Une veille d’intensité (dimanche 3 décembre)

Le texte de l’évangile, sur le site de l’AELF.

Ce texte nous fait quitter l’univers de Matthieu, que nous avons fréquenté toute une année encore, et nous transporte dans l’univers de Marc : avec ce temps de l’Avent, avec ce cycle autour de la fête de Noël et du mystère de l’Incarnation, nous commençons de vivre avec lui, avec le témoignage qu’il construit pour dire le mystère de Jésus.
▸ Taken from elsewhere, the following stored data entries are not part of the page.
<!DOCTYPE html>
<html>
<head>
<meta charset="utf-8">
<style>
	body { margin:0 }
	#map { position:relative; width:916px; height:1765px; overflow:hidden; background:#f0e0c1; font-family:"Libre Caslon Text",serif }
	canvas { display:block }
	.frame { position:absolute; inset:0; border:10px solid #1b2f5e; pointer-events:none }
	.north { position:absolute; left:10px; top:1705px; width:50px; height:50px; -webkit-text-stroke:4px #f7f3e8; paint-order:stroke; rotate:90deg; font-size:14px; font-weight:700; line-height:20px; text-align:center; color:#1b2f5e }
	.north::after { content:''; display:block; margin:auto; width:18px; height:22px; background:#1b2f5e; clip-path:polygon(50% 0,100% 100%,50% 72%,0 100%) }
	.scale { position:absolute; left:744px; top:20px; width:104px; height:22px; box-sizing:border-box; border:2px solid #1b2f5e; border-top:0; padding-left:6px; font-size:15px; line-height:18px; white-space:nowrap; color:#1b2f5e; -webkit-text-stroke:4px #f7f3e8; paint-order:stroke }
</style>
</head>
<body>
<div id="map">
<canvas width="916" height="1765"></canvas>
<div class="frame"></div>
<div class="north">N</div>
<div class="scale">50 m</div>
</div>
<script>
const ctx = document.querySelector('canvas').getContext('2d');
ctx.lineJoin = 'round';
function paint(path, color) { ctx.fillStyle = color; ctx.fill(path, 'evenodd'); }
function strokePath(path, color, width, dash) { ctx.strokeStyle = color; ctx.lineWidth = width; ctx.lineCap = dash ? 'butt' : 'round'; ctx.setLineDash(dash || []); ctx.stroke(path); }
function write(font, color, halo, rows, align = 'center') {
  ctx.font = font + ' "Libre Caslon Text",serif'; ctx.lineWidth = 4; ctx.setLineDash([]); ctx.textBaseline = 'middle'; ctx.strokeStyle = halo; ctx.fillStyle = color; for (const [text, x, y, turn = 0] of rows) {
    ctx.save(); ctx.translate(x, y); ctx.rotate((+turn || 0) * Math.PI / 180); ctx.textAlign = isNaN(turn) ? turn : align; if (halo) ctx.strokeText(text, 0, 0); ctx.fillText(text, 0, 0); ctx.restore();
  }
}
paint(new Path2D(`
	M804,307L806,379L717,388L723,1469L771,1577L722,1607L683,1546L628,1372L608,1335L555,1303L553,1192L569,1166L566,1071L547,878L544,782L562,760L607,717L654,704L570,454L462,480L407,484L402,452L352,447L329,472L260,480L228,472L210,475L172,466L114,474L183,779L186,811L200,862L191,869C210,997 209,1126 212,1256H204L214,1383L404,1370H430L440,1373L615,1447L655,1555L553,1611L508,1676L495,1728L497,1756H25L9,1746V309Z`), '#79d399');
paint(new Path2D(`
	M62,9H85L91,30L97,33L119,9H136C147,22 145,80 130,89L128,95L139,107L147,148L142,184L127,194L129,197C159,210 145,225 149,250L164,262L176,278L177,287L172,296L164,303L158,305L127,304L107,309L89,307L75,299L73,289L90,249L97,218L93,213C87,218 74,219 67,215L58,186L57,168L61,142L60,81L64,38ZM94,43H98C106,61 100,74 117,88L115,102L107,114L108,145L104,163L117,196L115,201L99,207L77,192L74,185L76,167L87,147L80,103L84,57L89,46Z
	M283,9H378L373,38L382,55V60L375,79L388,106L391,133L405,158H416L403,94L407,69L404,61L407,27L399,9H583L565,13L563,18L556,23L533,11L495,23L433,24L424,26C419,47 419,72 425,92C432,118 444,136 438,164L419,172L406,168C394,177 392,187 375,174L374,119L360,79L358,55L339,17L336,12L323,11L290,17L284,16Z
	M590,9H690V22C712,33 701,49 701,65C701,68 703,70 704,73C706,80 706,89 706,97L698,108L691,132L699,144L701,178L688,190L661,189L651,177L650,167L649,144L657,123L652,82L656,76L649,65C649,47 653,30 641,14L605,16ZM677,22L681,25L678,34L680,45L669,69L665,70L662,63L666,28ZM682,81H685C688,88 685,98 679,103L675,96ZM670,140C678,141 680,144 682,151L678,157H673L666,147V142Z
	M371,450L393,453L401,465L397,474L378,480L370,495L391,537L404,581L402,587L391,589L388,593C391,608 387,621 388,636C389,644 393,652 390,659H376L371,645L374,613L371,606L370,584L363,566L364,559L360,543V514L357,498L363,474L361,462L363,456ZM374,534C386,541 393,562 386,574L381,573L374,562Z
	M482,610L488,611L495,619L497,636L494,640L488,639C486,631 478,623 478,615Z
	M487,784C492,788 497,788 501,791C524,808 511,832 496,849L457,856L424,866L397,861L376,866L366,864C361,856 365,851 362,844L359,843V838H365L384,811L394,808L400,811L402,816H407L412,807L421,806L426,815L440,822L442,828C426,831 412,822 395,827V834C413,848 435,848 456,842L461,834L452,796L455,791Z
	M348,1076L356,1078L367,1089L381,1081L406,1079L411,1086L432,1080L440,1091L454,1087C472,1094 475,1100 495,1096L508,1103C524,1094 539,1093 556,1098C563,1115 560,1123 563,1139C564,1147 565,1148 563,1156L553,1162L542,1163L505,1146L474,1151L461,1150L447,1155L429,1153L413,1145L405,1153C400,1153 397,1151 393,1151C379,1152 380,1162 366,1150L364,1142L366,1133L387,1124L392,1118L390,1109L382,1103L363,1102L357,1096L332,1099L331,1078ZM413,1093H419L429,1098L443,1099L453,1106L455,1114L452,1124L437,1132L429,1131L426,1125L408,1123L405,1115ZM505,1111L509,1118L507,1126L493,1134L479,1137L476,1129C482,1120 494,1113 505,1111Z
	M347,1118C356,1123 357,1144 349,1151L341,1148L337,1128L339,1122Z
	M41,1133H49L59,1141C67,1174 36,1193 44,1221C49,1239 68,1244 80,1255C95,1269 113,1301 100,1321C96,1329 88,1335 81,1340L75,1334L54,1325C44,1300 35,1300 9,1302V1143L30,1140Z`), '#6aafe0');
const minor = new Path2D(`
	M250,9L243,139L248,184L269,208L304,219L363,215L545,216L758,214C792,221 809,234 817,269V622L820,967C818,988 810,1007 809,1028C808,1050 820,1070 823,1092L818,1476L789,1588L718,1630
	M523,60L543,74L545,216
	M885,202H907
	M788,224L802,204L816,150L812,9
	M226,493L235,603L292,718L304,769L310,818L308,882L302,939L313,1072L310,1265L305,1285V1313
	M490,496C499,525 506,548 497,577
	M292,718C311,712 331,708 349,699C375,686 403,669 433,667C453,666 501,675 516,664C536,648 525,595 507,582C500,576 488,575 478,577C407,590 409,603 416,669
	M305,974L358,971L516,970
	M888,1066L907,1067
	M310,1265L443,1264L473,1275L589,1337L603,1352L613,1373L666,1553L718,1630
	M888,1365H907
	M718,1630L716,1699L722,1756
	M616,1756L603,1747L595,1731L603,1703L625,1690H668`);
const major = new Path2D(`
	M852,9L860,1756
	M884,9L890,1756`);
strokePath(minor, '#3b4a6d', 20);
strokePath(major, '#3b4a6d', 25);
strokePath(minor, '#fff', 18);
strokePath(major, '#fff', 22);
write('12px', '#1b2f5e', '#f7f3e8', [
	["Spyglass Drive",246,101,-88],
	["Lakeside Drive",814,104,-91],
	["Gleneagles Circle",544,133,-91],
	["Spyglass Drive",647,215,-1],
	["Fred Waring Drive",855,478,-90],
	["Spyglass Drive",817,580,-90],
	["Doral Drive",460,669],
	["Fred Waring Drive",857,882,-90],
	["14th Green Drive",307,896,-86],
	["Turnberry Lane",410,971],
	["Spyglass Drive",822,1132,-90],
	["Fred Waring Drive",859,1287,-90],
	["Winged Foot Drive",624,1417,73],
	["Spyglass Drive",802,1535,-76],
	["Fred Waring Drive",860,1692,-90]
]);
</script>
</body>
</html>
Le texte qui nous est donné en ce jour, nous l’avons déjà rencontré deux fois : Ouvrir l’oeil et Disponibilité et promptitude.

Gardons bien à l’esprit, pour commencer, que ce texte n’est pas au début de l’évangile de Marc ! Au contraire, il est presque à la fin, à la charnière entre le ministère public de Jésus qui s’achève sur ces mots, et le récit de la passion, de la mort et de la résurrection de Jésus. Peut-être nous rappelle-t-il ainsi que nous sommes au seuil de la mort et de la vie, toujours. Et son appel à la vigilance, à la veille, résonne fort à cette aune.

Le Maître nous a confié une tâche dans sa maison. « C’est comme un homme parti en voyage : en quittant sa maison, il a donné tout pouvoir à ses serviteurs, fixé à chacun son travail… ». Ce n’est pas seulement une activité, une chose à faire. C’est une manière de nous confier sa maison ; car de la manière dont chacun s’acquitte de sa tâche dépend la bonne marche de sa maison, et si un s’en acquitte mal, les autres, aussi attentifs soient-ils, ne pourront pas faire merveille, ou jusqu’à un certain point seulement. Notre solidarité est aussi celle-là, faire par notre engagement personnel, même très humble, même peu visible ou non spectaculaire, que d’autres puissent aussi accomplir leur tâche et que la maison du Maître soit toujours en état. Dans notre humble tâche, c’est toute la maison sur laquelle nous veillons.

Et quelle est cette maison ? Le contexte qui précède, passant du Temple de Jérusalem à l’évocation de l’univers entier, laisse à penser que la maison du Maître, c’est la totalité de la créature, l’univers tout entier. La manière dont nous accomplissons notre tâche dans le monde, comme le battement de l’aile du papillon, a le pouvoir d’apporter ou de porter préjudice au monde entier.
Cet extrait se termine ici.